Again, in Plaintiff's opposition papers, Plaintiff attempts to save this claim by framing it in the context of Plaintiff's purchase orders and receipt of untimely and nonconforming goods. (Pl.'s Br. Opp'n at 16-17.) The Court has already addressed why Plaintiff's attempts to informally amend or supplement its Complaint at this point are not appropriate. At oral argument, Plaintiff also referred to Central Lewmar L.P. v. Gentilin, to support their position that a claim for unjust enrichment is appropriate in this case. 2005 WL 1308235. However, the Central Lewmar case is distinguishable from the present matter. In that case, plaintiff Central Lewmar filed suit against former employee, Gentilin, who started his own business and solicited Central Lewmar's customers for his business while still employed with Central Lewmar. Id. at *3-4. In that case, the Court found Gentilin had been unjustly enriched by the profits he gained from his stolen customer "that were above and beyond his compensation from Central Lewmar during his employment with Central Lewmar. Moreover, that profit was at Central Lewmar's expense." Id. at *6.
Count VI for unjust enrichment refers to J F diverting business from Acme, not the nonconforming inventory paid for by Acme. (Compl. ¶¶ 66-69.)
The present matter before the Court is not about a claim of an employee breaching the duty of loyalty. Plaintiff has not named their former employee Gigantelli as a defendant in this federal matter and their claims for unjust enrichment are not for the profits he and his company made from their dealings with Office Depot. Rather, Plaintiff wants the money earned by J F from J F's direct dealings with Office Depot. However, absent benefits conferred by Plaintiff with the expectation to profit or be paid for benefits at the time benefits were conferred, Plaintiff's claim for unjust enrichment cannot survive.

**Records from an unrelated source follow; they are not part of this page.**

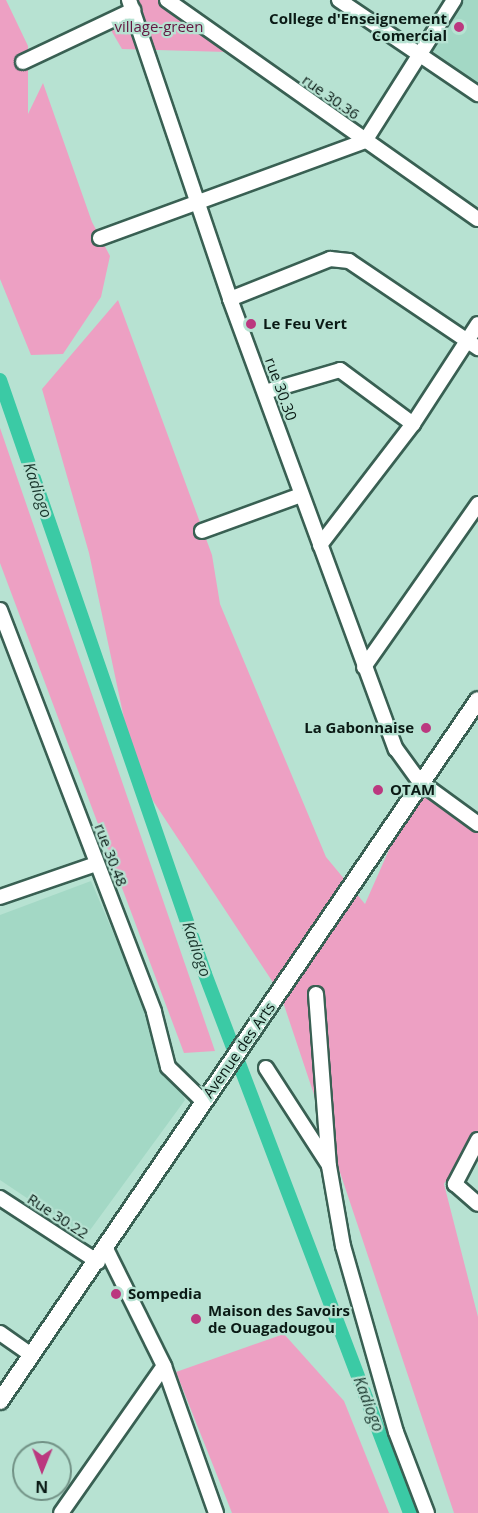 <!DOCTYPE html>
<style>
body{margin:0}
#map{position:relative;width:478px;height:1513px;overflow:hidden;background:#b7e2d2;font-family:"Open Sans",sans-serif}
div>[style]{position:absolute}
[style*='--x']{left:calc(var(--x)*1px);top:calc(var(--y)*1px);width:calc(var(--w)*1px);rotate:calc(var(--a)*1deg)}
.built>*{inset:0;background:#a3d8c5}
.green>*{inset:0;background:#eda0c3}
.canal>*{height:14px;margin:-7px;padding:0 7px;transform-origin:7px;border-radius:7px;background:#3bcaa5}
.roads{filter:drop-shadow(2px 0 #396053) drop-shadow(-2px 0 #396053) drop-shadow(0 2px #396053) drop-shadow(0 -2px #396053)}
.minor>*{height:14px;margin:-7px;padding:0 7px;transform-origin:7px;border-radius:7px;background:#fff}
.tertiary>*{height:16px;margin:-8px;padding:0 8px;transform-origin:8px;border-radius:8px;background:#fff}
.dots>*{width:16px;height:16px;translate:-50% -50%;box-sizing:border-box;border:3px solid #b7e2d2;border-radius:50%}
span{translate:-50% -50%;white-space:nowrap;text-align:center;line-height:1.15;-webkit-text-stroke:4.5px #b7e2d2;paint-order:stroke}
.poi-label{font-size:15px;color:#0a1a15;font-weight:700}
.right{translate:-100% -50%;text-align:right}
.left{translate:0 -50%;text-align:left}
.park-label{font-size:15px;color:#631741}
.street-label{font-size:15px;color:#0a1a15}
.water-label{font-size:16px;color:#19362d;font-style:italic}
.north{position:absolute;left:12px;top:1441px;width:60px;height:60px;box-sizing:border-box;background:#b7e2d2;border:2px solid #729286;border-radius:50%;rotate:181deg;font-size:16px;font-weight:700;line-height:24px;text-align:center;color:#0a1a15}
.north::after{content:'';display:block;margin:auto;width:21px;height:27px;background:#bb387f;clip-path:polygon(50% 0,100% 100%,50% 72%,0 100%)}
</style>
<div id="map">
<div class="built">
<div style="clip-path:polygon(458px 0,478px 0,478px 95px,421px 54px)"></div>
<div style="clip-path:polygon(91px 881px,185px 1100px,85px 1237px,0 1180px,0 915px)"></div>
</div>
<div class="green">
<div style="clip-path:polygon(0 0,6px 0,28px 46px,28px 114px,43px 83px,92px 222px,110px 256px,101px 297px,63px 354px,31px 355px,0 279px)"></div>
<div style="clip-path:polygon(135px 0,161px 0,226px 45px,227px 52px,122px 49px,108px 25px)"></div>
<div style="clip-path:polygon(118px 300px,212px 555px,220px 604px,326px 857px,365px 904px,416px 789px,478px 832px,478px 1131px,444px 1184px,478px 1317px,478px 1513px,454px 1513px,280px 993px,136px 775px,89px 553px,42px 389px)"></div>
<div style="clip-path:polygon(0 428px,215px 1051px,184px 1053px,0 563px)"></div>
<div style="clip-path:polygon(284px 1334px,344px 1401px,389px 1513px,232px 1513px,176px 1372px)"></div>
</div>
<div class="canal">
<div style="--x:0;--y:380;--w:628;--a:70.96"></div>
<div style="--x:205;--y:974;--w:577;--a:69.18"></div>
</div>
<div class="roads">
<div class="minor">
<div style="--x:129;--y:0;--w:316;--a:71.3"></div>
<div style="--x:230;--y:299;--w:480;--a:69.8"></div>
<div style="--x:396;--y:749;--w:39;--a:54"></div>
<div style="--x:419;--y:781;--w:73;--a:36.1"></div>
<div style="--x:167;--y:0;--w:380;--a:35.2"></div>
<div style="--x:339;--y:0;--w:168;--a:34.1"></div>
<div style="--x:23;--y:62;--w:122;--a:-25.3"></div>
<div style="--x:100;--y:238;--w:282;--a:-20.1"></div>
<div style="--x:365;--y:141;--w:167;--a:-57.7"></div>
<div style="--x:230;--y:299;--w:108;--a:-21.8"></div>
<div style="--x:330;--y:259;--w:19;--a:6"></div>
<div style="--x:349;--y:261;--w:156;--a:34"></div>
<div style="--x:265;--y:392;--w:78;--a:-16.3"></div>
<div style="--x:340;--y:370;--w:91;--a:36.5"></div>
<div style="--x:202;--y:531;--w:105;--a:-20"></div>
<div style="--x:320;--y:545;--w:153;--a:-52.5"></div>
<div style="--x:413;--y:424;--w:119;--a:-57"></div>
<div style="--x:0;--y:610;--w:430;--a:69"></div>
<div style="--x:154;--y:1012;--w:57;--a:75.7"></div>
<div style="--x:168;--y:1067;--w:49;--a:44.2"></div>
<div style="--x:364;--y:667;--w:199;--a:-55"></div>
<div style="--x:0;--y:897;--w:102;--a:-19"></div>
<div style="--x:316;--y:994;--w:172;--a:85.7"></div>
<div style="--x:329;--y:1166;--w:81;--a:80.1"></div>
<div style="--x:343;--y:1246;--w:193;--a:74.1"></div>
<div style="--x:396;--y:1432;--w:87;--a:69.1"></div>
<div style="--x:266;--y:1068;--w:114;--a:57.1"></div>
<div style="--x:478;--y:1140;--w:50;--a:117.6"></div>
<div style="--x:455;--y:1184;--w:30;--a:41"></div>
<div style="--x:0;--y:1198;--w:117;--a:33.1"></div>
<div style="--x:106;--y:1249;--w:131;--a:63.6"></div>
<div style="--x:164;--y:1366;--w:156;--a:70.5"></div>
<div style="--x:0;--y:1333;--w:39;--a:35"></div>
<div style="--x:61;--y:1513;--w:179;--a:-55"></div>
</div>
<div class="tertiary">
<div style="--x:0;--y:1401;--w:848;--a:-55.71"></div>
</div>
</div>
<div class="dots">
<div style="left:459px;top:27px;background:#bb387f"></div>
<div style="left:251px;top:324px;background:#bb387f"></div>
<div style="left:426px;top:728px;background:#bb387f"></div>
<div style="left:378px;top:790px;background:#bb387f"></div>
<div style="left:116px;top:1294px;background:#bb387f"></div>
<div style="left:196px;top:1319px;background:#bb387f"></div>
</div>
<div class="poi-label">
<span class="right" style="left:447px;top:27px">College d'Enseignement<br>Comercial</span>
<span class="left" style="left:263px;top:324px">Le Feu Vert</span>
<span class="right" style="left:414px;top:728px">La Gabonnaise</span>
<span class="left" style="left:390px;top:790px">OTAM</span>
<span class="left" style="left:128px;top:1294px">Sompedia</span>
<span class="left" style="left:208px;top:1319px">Maison des Savoirs<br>de Ouagadougou</span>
</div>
<div class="park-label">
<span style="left:159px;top:27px">village-green</span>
</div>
<div class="street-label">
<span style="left:331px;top:97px;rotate:35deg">rue 30.36</span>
<span style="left:281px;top:389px;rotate:70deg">rue 30.30</span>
<span style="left:111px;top:855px;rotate:69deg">rue 30.48</span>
<span style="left:239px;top:1050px;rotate:-55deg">Avenue des Arts</span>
<span style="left:58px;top:1216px;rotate:33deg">Rue 30.22</span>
</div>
<div class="water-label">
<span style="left:38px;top:490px;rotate:71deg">Kadiogo</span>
<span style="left:197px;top:949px;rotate:71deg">Kadiogo</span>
<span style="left:369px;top:1404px;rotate:69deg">Kadiogo</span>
</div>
<div class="north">N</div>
</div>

In fact, Plaintiff apparently filed and resolved a separate state suit against Gigantelli.
For the reasons discussed above, the Court finds that Count VI will be dismissed.
Conclusion
The Court denies Plaintiff's Motion because there are issues of material fact in dispute as to the tortious interference with prospective economic advantage claim (Count IV). In addition, the Court denies in part Defendant's Motion as to Counts IV and V (tortious interference claims) also due to issues of material fact in dispute. The Court grants in part Defendant's Motion as to Counts III (implied covenant of good faith and fair dealing) and VI (unjust enrichment), and thus the Court will dismiss Counts III and VI.
A trial date of February 5, 2008 has been set to address the remaining Counts II, IV and V.